#### [Exercise objective]
From the data below, give the number of lines holding the word "overflow", with nothing else added.

#### [Records for the exercise]

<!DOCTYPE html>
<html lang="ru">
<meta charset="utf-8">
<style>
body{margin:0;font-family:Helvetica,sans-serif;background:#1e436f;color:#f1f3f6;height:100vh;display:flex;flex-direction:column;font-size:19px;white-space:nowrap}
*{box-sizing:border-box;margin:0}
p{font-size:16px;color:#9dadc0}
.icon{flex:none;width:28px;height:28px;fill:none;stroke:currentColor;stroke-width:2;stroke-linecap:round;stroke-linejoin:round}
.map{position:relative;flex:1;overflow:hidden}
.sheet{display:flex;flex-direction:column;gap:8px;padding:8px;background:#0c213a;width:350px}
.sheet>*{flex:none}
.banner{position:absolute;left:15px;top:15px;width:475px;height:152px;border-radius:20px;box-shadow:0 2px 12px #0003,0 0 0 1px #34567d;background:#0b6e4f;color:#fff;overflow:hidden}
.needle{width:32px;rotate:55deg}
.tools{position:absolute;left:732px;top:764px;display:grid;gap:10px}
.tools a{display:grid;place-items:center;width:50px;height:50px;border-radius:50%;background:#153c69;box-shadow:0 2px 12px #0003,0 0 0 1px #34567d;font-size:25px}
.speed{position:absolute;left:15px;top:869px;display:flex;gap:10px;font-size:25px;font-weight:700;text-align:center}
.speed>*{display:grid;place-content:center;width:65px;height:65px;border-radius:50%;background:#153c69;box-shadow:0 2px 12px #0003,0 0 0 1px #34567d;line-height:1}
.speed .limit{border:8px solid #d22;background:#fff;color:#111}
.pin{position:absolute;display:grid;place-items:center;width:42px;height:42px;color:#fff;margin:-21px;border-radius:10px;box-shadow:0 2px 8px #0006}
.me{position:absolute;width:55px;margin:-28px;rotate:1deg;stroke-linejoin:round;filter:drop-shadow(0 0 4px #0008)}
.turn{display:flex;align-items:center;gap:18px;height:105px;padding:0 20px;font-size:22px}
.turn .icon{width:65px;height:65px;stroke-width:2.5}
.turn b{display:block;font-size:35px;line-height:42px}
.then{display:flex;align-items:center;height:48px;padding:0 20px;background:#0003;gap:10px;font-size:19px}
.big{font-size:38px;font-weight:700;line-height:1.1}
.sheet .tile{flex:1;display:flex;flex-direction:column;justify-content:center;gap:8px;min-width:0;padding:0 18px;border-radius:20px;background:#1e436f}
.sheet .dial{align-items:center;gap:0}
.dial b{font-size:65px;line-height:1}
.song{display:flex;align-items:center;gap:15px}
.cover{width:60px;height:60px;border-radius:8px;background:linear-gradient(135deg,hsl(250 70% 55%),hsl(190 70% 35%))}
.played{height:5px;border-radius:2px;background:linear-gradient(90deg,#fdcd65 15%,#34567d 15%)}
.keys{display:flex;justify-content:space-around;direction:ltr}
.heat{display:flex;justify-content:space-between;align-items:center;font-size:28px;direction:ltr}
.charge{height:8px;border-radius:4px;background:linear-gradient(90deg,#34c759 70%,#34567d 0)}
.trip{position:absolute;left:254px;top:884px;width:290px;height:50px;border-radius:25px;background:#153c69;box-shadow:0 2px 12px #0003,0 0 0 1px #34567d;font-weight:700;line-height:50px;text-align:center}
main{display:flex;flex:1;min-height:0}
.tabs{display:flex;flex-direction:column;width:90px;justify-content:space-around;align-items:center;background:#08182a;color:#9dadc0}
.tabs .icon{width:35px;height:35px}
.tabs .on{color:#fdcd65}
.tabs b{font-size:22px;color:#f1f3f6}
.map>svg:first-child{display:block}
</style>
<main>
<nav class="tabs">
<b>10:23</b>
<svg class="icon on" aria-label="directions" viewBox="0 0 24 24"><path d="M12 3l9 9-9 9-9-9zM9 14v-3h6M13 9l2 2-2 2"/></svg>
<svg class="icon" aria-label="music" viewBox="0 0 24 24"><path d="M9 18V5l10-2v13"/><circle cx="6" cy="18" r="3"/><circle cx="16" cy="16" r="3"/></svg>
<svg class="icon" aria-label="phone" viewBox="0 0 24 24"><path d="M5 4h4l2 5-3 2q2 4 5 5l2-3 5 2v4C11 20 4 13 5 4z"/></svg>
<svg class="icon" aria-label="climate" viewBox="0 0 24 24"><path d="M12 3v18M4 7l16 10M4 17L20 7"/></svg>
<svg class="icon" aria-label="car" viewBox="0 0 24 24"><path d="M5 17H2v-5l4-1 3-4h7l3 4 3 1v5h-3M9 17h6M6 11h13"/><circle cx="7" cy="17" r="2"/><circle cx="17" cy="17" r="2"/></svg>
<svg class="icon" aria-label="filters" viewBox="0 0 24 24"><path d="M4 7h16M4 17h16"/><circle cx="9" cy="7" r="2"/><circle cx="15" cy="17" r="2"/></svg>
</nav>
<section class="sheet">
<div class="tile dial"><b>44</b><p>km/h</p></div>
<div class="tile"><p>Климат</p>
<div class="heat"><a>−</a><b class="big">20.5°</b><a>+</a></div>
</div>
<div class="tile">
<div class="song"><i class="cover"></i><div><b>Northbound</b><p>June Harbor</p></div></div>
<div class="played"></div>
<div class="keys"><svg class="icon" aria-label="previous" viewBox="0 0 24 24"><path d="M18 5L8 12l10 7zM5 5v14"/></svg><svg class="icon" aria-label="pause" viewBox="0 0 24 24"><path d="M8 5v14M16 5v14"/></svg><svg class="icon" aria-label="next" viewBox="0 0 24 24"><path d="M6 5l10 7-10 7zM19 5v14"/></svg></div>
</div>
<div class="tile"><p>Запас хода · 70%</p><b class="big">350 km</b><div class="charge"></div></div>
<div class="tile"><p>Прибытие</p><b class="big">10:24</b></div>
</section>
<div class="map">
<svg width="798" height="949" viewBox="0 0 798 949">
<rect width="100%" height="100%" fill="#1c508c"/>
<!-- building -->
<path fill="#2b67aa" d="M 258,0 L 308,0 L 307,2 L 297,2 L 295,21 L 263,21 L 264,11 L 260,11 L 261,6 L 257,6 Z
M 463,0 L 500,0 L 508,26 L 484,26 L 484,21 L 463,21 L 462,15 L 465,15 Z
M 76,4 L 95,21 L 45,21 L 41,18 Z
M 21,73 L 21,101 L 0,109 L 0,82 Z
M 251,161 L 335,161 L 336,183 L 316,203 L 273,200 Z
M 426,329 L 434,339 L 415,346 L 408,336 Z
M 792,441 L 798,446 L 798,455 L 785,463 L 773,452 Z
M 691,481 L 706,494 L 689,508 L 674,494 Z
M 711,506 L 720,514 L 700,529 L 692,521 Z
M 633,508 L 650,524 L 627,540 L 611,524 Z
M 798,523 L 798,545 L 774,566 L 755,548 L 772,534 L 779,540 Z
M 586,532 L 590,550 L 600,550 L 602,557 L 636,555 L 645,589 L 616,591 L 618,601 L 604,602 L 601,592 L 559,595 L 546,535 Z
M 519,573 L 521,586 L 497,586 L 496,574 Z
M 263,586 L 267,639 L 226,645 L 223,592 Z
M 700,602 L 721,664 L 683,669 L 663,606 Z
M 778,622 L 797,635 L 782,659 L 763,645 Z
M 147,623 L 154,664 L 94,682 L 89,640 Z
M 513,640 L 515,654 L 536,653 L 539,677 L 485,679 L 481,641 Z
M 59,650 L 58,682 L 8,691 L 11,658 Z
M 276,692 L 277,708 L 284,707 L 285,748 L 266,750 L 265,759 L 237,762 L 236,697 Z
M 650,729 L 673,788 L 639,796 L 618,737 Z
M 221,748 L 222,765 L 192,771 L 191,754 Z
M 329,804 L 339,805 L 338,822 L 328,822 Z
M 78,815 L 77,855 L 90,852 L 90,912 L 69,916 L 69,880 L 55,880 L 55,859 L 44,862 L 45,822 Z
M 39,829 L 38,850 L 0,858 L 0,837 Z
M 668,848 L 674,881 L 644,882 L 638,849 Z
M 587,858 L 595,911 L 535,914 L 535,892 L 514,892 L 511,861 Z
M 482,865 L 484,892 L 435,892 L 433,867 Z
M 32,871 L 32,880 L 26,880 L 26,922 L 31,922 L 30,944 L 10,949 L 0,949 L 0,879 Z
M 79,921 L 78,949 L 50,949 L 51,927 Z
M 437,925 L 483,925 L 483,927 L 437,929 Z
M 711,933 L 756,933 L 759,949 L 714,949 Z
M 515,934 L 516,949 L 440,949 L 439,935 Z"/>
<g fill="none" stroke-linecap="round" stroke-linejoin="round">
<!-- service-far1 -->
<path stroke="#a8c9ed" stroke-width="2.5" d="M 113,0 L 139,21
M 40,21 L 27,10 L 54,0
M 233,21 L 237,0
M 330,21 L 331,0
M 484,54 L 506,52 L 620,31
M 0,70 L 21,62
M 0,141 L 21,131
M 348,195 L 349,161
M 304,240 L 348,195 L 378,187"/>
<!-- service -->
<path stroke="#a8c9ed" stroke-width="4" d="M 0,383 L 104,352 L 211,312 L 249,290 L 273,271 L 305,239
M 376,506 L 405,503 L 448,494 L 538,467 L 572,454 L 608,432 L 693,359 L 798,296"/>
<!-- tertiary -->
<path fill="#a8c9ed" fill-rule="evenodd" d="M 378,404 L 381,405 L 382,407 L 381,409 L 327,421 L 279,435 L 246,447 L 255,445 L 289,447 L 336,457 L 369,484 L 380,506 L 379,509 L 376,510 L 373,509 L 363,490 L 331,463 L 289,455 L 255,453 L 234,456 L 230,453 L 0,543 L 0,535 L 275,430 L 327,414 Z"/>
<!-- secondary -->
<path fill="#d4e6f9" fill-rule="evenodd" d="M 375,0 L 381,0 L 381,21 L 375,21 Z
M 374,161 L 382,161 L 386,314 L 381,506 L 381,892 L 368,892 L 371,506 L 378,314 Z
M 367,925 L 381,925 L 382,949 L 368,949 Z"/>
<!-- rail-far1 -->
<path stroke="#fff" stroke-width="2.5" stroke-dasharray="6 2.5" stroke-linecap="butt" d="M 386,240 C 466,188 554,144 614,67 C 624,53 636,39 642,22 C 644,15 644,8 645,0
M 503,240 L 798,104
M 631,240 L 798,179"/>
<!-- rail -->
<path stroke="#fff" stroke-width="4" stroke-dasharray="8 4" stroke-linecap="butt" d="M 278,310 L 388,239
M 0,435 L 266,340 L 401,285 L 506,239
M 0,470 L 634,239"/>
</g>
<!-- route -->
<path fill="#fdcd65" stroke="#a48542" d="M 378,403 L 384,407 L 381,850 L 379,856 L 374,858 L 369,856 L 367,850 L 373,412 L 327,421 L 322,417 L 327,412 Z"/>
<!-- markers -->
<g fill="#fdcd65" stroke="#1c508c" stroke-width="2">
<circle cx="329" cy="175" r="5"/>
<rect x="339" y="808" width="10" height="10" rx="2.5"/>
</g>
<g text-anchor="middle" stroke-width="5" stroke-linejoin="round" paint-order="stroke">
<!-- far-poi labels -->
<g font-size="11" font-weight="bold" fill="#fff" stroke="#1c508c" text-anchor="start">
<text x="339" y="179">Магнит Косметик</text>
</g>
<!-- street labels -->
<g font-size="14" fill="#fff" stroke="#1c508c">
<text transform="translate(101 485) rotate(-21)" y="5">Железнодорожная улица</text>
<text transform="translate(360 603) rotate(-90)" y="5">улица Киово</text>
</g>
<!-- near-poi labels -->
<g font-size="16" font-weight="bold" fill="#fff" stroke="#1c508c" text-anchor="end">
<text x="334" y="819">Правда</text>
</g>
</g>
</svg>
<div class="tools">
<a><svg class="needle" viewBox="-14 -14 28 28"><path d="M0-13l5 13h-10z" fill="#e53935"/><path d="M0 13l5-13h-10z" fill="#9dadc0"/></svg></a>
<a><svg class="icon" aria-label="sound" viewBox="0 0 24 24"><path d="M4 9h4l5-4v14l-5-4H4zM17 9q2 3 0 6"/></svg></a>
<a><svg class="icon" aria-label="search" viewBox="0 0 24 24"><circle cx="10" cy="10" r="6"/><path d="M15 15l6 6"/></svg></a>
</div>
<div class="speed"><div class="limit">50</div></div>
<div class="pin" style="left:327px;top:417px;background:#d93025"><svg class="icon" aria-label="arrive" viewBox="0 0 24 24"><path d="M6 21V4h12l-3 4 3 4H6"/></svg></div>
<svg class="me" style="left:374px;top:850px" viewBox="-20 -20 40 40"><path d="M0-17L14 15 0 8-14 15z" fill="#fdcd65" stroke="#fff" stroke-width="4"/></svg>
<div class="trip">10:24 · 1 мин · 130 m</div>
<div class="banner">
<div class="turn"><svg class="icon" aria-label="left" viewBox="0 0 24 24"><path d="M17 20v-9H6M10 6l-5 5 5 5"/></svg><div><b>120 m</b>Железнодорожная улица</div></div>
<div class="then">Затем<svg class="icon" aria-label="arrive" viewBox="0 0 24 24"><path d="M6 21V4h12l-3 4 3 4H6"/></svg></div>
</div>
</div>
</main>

#### [Solution to the problem]
2